# How do you deal with dogs?



## Phantomshark (Jan 21, 2018)

So pulled my first shift today, and was sent to a rural area of the city (lots of cows in peoples yards and one house I delivered to had an open garage full of chickens with a rooster standing guard). One house had no one home and a dog tied to the porch, who would not let me go near. A call to the customer led me to an answering machine, and a call to support did not help either as they could not reach her. I was almost an hour away from the warehouse and didn’t want to be forced to drive all the way back there, and was not comfortable throwing the item onto the porch, so I left it in the crook of a tree with a bicycle tied to it (not visible from road) and left a voice mail to customer telling her where it was. Does that sound like a good solution or am I going to get in trouble?


----------



## josity (Oct 25, 2017)

If you can’t make friends with the dog, then this is probably a viable option. You took a picture of it in the tree, right?


----------



## nighthawk398 (Jul 21, 2015)

You should be okay as long as you took picture


----------



## Phantomshark (Jan 21, 2018)

Yes. I took a picture


----------



## Just Another Uber Drive (Jul 15, 2015)
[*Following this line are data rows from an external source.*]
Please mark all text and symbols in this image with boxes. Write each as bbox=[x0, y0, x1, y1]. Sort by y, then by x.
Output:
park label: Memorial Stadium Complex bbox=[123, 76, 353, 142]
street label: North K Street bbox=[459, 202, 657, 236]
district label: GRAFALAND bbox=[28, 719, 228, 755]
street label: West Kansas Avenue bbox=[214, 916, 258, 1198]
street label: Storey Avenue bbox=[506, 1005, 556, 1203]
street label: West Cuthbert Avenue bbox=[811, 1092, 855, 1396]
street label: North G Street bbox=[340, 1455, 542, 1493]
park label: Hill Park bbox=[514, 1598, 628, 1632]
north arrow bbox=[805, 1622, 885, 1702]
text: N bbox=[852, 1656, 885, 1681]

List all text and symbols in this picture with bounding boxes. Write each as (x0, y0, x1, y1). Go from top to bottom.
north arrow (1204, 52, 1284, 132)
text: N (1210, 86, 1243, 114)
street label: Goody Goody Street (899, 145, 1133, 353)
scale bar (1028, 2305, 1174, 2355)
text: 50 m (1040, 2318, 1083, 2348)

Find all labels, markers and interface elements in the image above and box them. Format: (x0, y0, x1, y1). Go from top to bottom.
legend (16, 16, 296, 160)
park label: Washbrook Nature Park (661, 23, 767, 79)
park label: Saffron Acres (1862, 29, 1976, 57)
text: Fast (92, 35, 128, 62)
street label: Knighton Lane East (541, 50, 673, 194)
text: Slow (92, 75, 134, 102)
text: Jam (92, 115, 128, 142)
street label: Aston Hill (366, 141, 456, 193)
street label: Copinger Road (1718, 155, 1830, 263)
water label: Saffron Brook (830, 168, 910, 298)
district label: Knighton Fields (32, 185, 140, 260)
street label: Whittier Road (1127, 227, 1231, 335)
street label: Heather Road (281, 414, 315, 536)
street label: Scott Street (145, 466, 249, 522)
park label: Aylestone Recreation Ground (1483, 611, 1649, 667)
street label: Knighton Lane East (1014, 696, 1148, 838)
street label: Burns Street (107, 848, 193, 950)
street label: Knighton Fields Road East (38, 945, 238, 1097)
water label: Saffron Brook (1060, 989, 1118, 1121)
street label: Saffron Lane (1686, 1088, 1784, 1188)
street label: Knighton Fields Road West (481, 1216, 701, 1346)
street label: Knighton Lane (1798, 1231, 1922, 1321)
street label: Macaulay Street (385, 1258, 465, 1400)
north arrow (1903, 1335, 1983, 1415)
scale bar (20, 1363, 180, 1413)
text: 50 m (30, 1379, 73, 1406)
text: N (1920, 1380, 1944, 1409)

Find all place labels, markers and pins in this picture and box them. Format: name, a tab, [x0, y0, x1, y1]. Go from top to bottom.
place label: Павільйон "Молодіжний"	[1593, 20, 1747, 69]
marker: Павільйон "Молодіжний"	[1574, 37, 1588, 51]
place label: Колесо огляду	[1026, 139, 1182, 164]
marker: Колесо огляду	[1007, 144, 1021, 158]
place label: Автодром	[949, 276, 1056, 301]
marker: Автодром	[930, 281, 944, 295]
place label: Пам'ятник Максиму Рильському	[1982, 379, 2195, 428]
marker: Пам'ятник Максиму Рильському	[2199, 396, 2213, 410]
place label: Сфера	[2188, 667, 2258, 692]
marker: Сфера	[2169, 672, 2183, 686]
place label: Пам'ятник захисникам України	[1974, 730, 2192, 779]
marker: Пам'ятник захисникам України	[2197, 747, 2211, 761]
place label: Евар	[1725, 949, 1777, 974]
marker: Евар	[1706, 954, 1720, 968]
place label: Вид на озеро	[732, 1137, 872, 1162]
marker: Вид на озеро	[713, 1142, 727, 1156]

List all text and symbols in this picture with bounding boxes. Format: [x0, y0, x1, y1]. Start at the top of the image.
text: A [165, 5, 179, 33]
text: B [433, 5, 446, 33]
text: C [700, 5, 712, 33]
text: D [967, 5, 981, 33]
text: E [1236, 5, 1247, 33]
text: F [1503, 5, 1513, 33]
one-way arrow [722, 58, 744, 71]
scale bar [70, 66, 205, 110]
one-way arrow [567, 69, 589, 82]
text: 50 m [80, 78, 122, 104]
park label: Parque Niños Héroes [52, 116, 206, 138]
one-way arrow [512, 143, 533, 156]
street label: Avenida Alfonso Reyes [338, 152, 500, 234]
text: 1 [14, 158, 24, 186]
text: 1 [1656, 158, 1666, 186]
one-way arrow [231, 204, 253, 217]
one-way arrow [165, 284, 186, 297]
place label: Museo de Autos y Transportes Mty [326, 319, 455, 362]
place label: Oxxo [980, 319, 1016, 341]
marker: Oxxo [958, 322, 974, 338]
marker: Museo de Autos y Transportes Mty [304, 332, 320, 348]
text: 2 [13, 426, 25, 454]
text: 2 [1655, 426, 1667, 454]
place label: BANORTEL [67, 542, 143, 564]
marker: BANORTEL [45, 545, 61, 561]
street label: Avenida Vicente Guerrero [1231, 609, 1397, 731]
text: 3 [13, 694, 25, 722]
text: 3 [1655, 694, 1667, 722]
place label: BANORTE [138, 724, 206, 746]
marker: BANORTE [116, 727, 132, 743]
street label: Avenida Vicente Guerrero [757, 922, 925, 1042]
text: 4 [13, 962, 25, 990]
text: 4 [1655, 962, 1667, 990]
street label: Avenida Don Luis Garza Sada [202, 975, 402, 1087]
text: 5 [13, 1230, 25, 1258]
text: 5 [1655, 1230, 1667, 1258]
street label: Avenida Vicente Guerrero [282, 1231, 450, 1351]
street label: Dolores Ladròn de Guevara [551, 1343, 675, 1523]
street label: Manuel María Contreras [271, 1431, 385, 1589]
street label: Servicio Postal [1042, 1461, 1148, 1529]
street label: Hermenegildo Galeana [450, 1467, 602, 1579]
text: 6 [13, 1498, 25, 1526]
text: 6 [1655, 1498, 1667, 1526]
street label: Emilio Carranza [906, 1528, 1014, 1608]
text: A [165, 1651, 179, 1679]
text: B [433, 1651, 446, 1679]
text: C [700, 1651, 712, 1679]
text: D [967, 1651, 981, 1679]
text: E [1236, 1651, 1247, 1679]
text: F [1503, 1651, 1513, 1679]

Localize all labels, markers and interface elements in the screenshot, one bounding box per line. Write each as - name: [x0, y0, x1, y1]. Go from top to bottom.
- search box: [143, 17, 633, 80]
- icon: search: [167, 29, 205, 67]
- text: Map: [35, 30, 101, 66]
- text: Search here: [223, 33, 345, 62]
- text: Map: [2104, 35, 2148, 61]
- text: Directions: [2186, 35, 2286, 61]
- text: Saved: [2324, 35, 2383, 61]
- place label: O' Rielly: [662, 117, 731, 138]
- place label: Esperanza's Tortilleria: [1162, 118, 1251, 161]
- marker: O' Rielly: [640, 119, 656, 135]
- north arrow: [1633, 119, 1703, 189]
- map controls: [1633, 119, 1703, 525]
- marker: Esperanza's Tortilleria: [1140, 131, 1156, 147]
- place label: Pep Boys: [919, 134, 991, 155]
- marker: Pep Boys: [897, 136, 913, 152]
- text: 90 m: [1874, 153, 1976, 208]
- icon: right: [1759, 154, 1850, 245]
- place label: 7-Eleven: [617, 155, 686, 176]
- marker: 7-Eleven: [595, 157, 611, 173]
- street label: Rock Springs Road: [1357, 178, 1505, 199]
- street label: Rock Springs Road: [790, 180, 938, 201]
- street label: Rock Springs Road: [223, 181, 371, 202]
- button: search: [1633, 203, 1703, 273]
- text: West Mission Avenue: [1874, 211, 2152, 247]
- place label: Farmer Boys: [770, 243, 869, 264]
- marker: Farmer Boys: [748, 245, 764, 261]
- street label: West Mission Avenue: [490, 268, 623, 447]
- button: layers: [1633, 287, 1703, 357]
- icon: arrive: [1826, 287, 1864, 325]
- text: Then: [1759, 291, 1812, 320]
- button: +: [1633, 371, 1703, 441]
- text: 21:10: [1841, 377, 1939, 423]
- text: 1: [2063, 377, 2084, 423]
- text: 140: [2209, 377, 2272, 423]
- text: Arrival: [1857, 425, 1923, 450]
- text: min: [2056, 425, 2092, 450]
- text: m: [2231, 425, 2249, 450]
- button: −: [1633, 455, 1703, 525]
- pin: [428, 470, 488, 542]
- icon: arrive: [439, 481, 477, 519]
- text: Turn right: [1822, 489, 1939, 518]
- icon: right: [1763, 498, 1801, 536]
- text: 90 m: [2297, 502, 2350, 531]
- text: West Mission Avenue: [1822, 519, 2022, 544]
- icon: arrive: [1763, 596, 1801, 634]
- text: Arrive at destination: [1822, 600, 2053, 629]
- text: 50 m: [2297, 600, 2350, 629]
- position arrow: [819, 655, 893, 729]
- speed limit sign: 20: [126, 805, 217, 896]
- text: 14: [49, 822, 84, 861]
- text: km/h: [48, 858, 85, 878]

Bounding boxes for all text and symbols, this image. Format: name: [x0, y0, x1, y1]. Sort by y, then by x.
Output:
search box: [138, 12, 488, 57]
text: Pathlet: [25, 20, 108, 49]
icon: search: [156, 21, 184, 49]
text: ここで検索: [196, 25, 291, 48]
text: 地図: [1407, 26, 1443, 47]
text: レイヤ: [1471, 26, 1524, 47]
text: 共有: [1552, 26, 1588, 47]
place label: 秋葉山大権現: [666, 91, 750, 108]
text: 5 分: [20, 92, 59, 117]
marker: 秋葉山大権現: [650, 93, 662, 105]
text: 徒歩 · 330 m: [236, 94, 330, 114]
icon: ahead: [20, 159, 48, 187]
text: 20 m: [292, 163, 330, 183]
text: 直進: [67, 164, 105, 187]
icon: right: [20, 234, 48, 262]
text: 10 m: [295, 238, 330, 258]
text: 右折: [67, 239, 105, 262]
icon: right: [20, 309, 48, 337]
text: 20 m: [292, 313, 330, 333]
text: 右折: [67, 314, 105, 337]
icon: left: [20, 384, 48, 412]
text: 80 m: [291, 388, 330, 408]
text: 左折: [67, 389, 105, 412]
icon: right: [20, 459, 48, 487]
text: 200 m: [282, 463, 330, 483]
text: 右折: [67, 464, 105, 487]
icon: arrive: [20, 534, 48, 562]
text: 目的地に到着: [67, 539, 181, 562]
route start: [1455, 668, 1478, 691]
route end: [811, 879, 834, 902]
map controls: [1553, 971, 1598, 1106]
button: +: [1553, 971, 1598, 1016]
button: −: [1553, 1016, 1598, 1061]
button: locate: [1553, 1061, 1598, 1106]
You're not going to get in trouble. You delivered the package. It's in a safe place. The customer was notified. You're good. Sometimes when you toss a package past a dog the dog will go after the package.


----------



## oicu812 (Aug 29, 2016)

I would just give the package to the dog as it's a member of the household.


----------



## uberstuper (Jan 2, 2016)

oicu812 said:


> I would just give the package to the dog as it's a member of the household.


I actually did that one time. No one was home and I had yellow envelope. As was putting it over a fence ,a pitbull jump the fence and grab it right out of my hand so I marked it as delivered to a member of the household lol


----------



## Lone Star State (Apr 12, 2018)

uberstuper said:


> I actually did that one time. No one was home and I had yellow envelope. As was putting it over a fence ,a pitbull jump the fence and grab it right out of my hand so I marked it as delivered to a member of the household lol


Make sure you hand it to them nicely, otherwise you get deactivated.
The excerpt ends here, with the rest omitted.